Everyone at the barbecue, except Ellis, of course, got a kick out of the story of the clueless dumb ass kissing a dolled-up guy, the ladies laughing until their sides ached, Nadine wondering aloud through her amusement wiping a tear away with the back of her wrist how Ellis had kept these "tendencies" under wraps for so long.
"What are ya talkin', tendencies?" he protested over the rolling giggles of the girls. He jumped up from his lawn chair, sending it toppling, and he demanded, "Come on out here, Nadine, I'll show you what my tendencies are!"
"Right here on the lawn?" Clete said, as Dora, Glenda, Juanita and Bob made encouraging noises, indicating that a situation involving Nadine joining Ellis by the barbecue for a demonstration of his tendencies was a fine and noble idea, while Ellis' Ruth and Nadine's Chuck glowered.
Nadine pushed herself up from the picnic table's bench. Dora swatted her ass and said, "Go get him, girl!" Nadine, putting some extra swing and sway into her walk, oozed off the patio in the direction of Ellis, as Bob slipped out of his lawn chair into an old playground, trick, hunkering down on his hands and knees behind the man who was hellbent on a demonstration of his status as a heterosexual, as Nadine, with a mouth-watering come-hither look, reached out for the man. And when he went to take her in his arms, she, quick as a snake, lunged at the last second and gave him a little push, sending him toppling, big-eyed, over Bob, onto his fat butt onto the lawn, his arm thrown out for a handhold glancing off the barbecue, knocking the lid askew.

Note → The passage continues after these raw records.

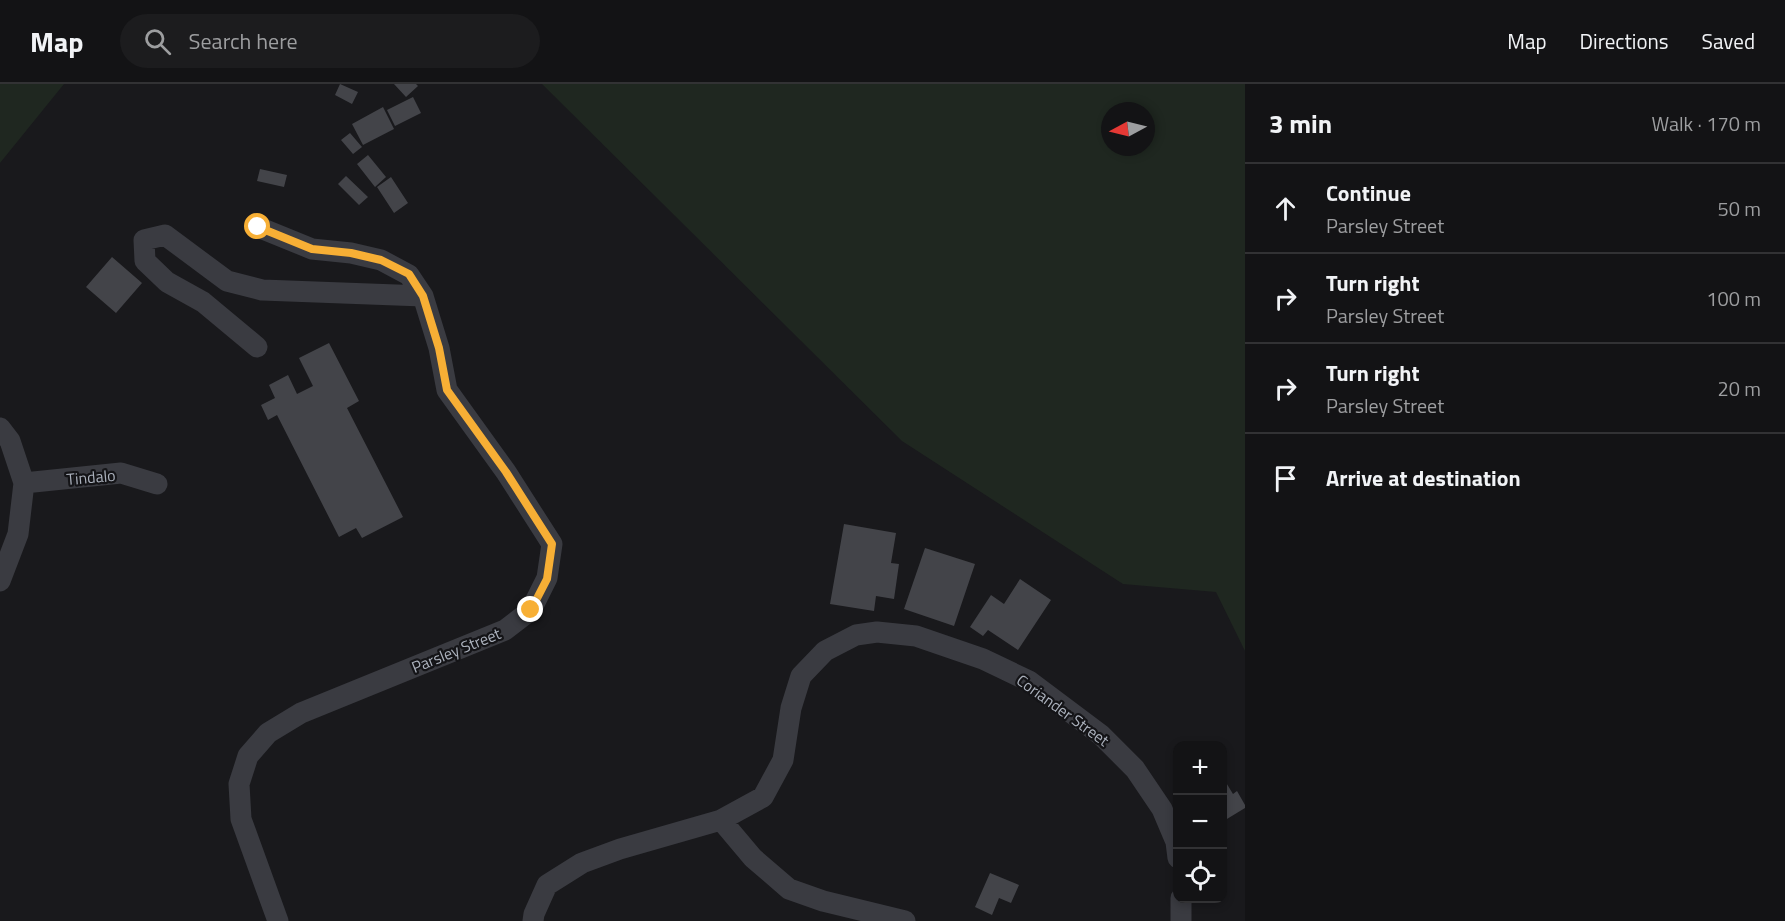 <!DOCTYPE html>
<html lang="en">
<head>
<meta charset="utf-8">
<style>
	:root { --surface:#131315; --page:#1c1c1e; --text:#f1f3f6; --muted:#9d9ea0; --line:#323234 }
	body { margin:0; font-family:"Titillium Web",sans-serif; background:var(--page); color:var(--text) }
	.controls { position:absolute; right:18px; bottom:18px; display:grid; overflow:hidden; border-radius:12px; box-shadow:0 3px 9px #0003 }
	.controls button { width:54px; height:54px; display:grid; place-items:center; padding:0; border:0; border-bottom:2px solid var(--line); background:var(--surface); color:var(--text); font:30px sans-serif }
	.compass { position:absolute; left:1101px; top:18px; width:54px; height:54px; border-radius:50%; background:var(--surface); box-shadow:0 3px 9px #0003; rotate:263deg }
	.stop { position:absolute; width:18px; height:18px; margin:-14px; border:4px solid #f7af35; border-radius:50%; background:#fff }
	.stop.end { background:#f7af35; border-color:#fff; box-shadow:0 2px 6px #0008 }
	.list { margin:0; padding:0; list-style:none }
	h2 { display:flex; justify-content:space-between; align-items:center; height:78px; margin:0; padding:0 24px; font-size:26px }
	h2 small { font-size:20px; font-weight:400; color:var(--muted) }
	.list li { display:grid; grid-template-columns:39px 1fr auto; gap:18px; align-items:center; box-sizing:border-box; height:90px; padding:0 24px; border-top:2px solid var(--line) }
	.list b { display:block; font-size:22px; white-space:nowrap }
	.list p { margin:0; font-size:20px; white-space:nowrap; color:var(--muted) }
	.list em { font-size:20px; font-style:normal; color:var(--muted) }
	.icon { flex:none; width:33px; height:33px; fill:none; stroke:currentColor; stroke-width:2; stroke-linecap:round; stroke-linejoin:round }
	.map { position:relative; flex:none; width:1245px; height:837px; overflow:hidden }
	header { display:flex; align-items:center; gap:36px; box-sizing:border-box; height:84px; padding:0 30px; background:var(--surface); border-bottom:2px solid var(--line) }
	header strong { font-size:28px }
	nav { display:flex; gap:33px; margin-inline-start:auto; font-size:21px }
	.search { width:420px; height:54px; background:var(--page); display:flex; align-items:center; gap:15px; box-sizing:border-box; padding:0 21px; border-radius:33px; color:var(--muted); font-size:22px }
	main { display:flex }
	aside { flex:1; background:var(--surface) }
	.map>svg:first-child { display:block }
	.green { fill:#1f2720; fill-rule:evenodd }
	.building { fill:#434449 }
	.lines { fill:none; stroke-linecap:round; stroke-linejoin:round }
	.minor { stroke:#3a3b41; stroke-width:21 }
	.route { stroke:#f7af35; stroke-width:8 }
	.labels { text-anchor:middle; dominant-baseline:central; stroke-width:4.5; stroke-linejoin:round; paint-order:stroke }
	.street-label { font-size:16px; fill:#abb1bc; stroke:#141417 }
</style>
</head>
<body>
<header>
<strong>Map</strong>
<div class="search"><svg class="icon" aria-label="search" viewBox="0 0 24 24"><circle cx="10" cy="10" r="6"/><path d="M15 15l6 6"/></svg>Search here</div>
<nav><a>Map</a><a>Directions</a><a>Saved</a></nav>
</header>
<main>
<div class="map">
<svg width="1245" height="837" viewBox="0 0 1245 837">
	<rect width="100%" height="100%" fill="#19191c"/>
	<!-- green -->
	<path class="green" d="M0,0H64L0,79Z
		M542,0H1245V567L1216,508L1123,500L902,357ZM1110,27H1146V63H1110Z"/>
	<!-- building -->
	<path class="building" d="M340,0L358,8L352,20L335,11Z
		M394,0H416L418,2L406,13Z
		M413,13L421,29L395,42L387,26Z
		M383,23L394,45L363,61L352,40Z
		M350,49L362,63L353,70L341,56Z
		M368,71L386,93L375,103L357,80Z
		M260,85L287,91L284,103L257,97Z
		M346,92L368,113L359,121L338,100Z
		M391,93L408,119L394,129L377,103Z
		M112,173L142,199L116,229L86,203Z
		M329,259L359,317L347,324L403,433L362,454L356,444L339,453L277,331L268,336L261,321L275,314L269,301L288,291L297,310L313,302L299,274Z
		M844,440L896,449L891,479L899,480L894,515L876,512L874,527L830,520Z
		M925,464L975,480L954,542L904,525Z
		M1020,495L1051,516L1018,566L988,546L983,552L970,543L991,511L1004,520Z
		M1222,692L1233,710L1237,707L1245,721V724L1222,738Z
		M990,789L1019,801L1011,819L999,814L992,831L975,823Z"/>
	<g class="lines">
		<!-- minor -->
		<path class="minor" d="M258,143L312,165L351,169L381,176L409,191L423,212L439,264L447,306L506,388L552,460L547,494L531,526L505,546L301,629L268,649L248,672L239,700L241,735L278,837
			M257,263L203,218L167,198L145,177L144,156L165,151L227,197L262,206L423,212
			M0,344L10,357L24,399L18,450L0,497
			M24,399L121,389L157,400
			M721,736L753,774L789,805L823,817L905,837
			M1181,814V837
			M533,837L534,830L547,801L582,779L620,765L721,736L763,713L783,676L791,624L801,592L825,567L856,551L877,548L916,552L983,575L1029,597L1101,651L1135,685L1162,725L1176,758L1178,774"/>
	</g>
	<g class="lines">
		<!-- route -->
		<path class="route" d="M258,143L312,165L351,169L381,176L409,190L423,212L439,264L447,306L506,388L552,460L547,495L531,526"/>
	</g>
	<g class="labels">
		<!-- street labels -->
		<g class="street-label">
			<text transform="translate(91 393) rotate(-5)">Tindalo</text>
			<text transform="translate(456 566) rotate(-22)">Parsley Street</text>
			<text transform="translate(1063 626) rotate(36)">Coriander Street</text>
		</g>
	</g>
</svg>
<div class="controls">
<button>+</button>
<button>−</button>
<button><svg class="icon" aria-label="locate" viewBox="0 0 24 24"><circle cx="12" cy="12" r="6"/><path d="M12 2v4M12 18v4M2 12h4M18 12h4"/></svg></button>
</div>
<svg class="compass" viewBox="-18 -18 36 36"><path d="M0-13l5 13h-10z" fill="#e53935"/><path d="M0 13l5-13h-10z" fill="#9d9ea0"/></svg>
<div class="stop" style="left:258px;top:143px"></div>
<div class="stop end" style="left:531px;top:526px"></div>
</div>
<aside>
<h2>3 min<small>Walk · 170 m</small></h2>
<ul class="list">
<li><svg class="icon" aria-label="ahead" viewBox="0 0 24 24"><path d="M12 20V5M6 11l6-6 6 6"/></svg><div><b>Continue</b><p>Parsley Street</p></div><em>50 m</em></li>
<li><svg class="icon" aria-label="right" viewBox="0 0 24 24"><path d="M7 20v-9h11M14 6l5 5-5 5"/></svg><div><b>Turn right</b><p>Parsley Street</p></div><em>100 m</em></li>
<li><svg class="icon" aria-label="right" viewBox="0 0 24 24"><path d="M7 20v-9h11M14 6l5 5-5 5"/></svg><div><b>Turn right</b><p>Parsley Street</p></div><em>20 m</em></li>
<li><svg class="icon" aria-label="arrive" viewBox="0 0 24 24"><path d="M6 21V4h12l-3 4 3 4H6"/></svg><div><b>Arrive at destination</b></div></li>
</ul>
</aside>
</main>
</body>
</html>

The congregation howled. Ruth and Nadine high-fived, and Bob rose to his knees and looked at his hand and said, "What the hell is this?" at a dark smear on his palm. He wiped the mess on his shirt, then smelled it, finding out, an instant after the realization hit the rest of the crowd, that he'd put his hand down dead center in Ginger's pile of creamy poop.
"Aw, shit!" he wailed, leaning back down to wipe it off on the grass, as the crowd exploded into laughter anew, Ellis the loudest of them, grateful for the shift in attention away from the question of his tendencies, to a focus on the man who would, for the rest of the evening, be referred to as Shitty Bob.